HELSINKI, Finland (AP) _ Road builders are connecting Arctic Finland and Central Europe with a highway that eventually may stretch 2,500 miles from Murmansk to Turkey.

Finnish companies will repair, and occasionally widen, the existing road through Estonia, Latvia and Lithuania. They will construct access ramps, install signs and build Western-style gas stations along the 625-mile route.

″By next summer, we will have a road that complies with Western European standards, open from Helsinki to the Polish border,″ said Martti Miettinen, director of Viatek, a road planning firm.

The project is expected to cost $2 billion by the time restaurants and motels are added.

Planning of the Via Baltica began in 1988, but instability in the Soviet Union stalled the project.

Now that the Baltics have gained independence from the Soviet Union, financial backing is expected from the European Community and the United Nations, said Andi Meister of the Estonian Transport Ministry.

The Via Baltica is intended to link up with the 7,500-mile Trans-European Motorway being built from the northern Polish port of Gdansk to Istanbul, with a branch to Lisbon, Portugal.

″It’s simply a question of time, but with the newly won independence of the Baltic republics, we see it being a reality before the end of the decade,″ said Miettinen of Viatek.

The Via Baltica will shorten the trip from Helsinki to Poland by up to 12 hours by getting rid of ferry trips between Finland, Sweden and Denmark.

Finnish experts estimate 200,000 tourists a year eventually may use the Baltic highway.

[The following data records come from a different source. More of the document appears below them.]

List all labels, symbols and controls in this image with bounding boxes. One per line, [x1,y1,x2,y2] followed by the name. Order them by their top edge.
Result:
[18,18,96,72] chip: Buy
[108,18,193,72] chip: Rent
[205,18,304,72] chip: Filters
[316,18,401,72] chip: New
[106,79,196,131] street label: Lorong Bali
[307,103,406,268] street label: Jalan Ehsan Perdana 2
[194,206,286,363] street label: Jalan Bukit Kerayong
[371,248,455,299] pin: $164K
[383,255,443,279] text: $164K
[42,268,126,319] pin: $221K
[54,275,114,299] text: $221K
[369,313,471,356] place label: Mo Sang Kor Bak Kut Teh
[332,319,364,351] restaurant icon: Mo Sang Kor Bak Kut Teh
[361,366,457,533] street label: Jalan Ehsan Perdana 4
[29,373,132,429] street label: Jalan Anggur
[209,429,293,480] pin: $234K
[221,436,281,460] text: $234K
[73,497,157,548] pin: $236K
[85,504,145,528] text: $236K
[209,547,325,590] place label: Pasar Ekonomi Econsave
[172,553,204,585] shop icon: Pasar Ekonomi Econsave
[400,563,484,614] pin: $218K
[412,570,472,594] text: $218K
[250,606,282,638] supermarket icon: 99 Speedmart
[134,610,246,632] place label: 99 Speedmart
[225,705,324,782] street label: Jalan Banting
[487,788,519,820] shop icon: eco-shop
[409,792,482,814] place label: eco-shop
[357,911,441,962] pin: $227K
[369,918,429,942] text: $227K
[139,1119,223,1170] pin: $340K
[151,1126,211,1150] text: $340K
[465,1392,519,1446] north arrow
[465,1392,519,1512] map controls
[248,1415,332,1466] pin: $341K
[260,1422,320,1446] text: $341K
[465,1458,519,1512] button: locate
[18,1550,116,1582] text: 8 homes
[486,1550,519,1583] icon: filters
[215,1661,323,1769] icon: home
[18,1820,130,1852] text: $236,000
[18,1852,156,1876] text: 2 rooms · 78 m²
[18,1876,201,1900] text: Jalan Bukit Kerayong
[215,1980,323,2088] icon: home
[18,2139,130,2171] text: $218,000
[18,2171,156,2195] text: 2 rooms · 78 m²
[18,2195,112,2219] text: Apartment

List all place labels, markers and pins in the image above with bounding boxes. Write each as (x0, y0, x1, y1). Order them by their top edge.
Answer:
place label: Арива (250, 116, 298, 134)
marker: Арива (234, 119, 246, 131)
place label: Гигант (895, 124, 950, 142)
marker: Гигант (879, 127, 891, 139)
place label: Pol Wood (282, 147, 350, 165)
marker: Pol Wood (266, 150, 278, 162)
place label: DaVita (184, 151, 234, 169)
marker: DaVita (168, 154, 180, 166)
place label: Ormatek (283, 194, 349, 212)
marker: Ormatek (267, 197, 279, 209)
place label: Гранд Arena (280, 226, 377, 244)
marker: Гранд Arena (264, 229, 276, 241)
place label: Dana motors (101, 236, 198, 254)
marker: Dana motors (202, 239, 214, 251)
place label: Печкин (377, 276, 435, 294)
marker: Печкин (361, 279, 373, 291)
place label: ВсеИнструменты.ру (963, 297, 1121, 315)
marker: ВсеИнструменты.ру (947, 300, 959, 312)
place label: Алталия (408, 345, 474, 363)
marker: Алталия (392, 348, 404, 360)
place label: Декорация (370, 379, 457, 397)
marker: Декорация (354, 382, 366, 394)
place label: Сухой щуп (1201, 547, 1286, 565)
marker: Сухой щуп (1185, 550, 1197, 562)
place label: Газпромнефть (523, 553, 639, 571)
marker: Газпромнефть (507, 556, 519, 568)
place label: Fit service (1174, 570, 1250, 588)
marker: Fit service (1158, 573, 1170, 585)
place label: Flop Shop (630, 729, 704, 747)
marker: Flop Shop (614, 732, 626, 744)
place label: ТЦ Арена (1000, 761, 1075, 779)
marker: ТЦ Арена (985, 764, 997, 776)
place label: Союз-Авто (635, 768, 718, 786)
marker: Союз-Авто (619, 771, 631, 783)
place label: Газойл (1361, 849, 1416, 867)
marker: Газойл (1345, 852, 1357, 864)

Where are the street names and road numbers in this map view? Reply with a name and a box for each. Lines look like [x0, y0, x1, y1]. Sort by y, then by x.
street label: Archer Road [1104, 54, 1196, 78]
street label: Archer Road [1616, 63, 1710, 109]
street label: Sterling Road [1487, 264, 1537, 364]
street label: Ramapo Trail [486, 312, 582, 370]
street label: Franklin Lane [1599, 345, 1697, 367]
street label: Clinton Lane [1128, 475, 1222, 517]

The Finns also plan to improve the 95-mile road from northern Finland to Murmansk, the Soviet Arctic port.

″What we are talking about here is a vision of a new Europe,″ said Harri Turpeinen of Neste, the Finnish state oil company. ″Murmansk, Helsinki ... will no longer be so far away from the rest of Europe.″

Lack of high-quality gasoline was a problem originally, but Neste has opened three stations in Estonia in the past year and plans more, as does a Swedish company.

Finnish officials expressed surprise at the good quality of Baltic roads.

″Compared to Russia, they are excellent,″ Turpeinen said. ″What we need to do in the first stage is to smooth some of the asphalt and get rid of the bottlenecks near the cities.″

Mayor Arunas Saras of Vilnius, capital of Lithuania, revealed one method of getting money from the Kremlin to build good roads.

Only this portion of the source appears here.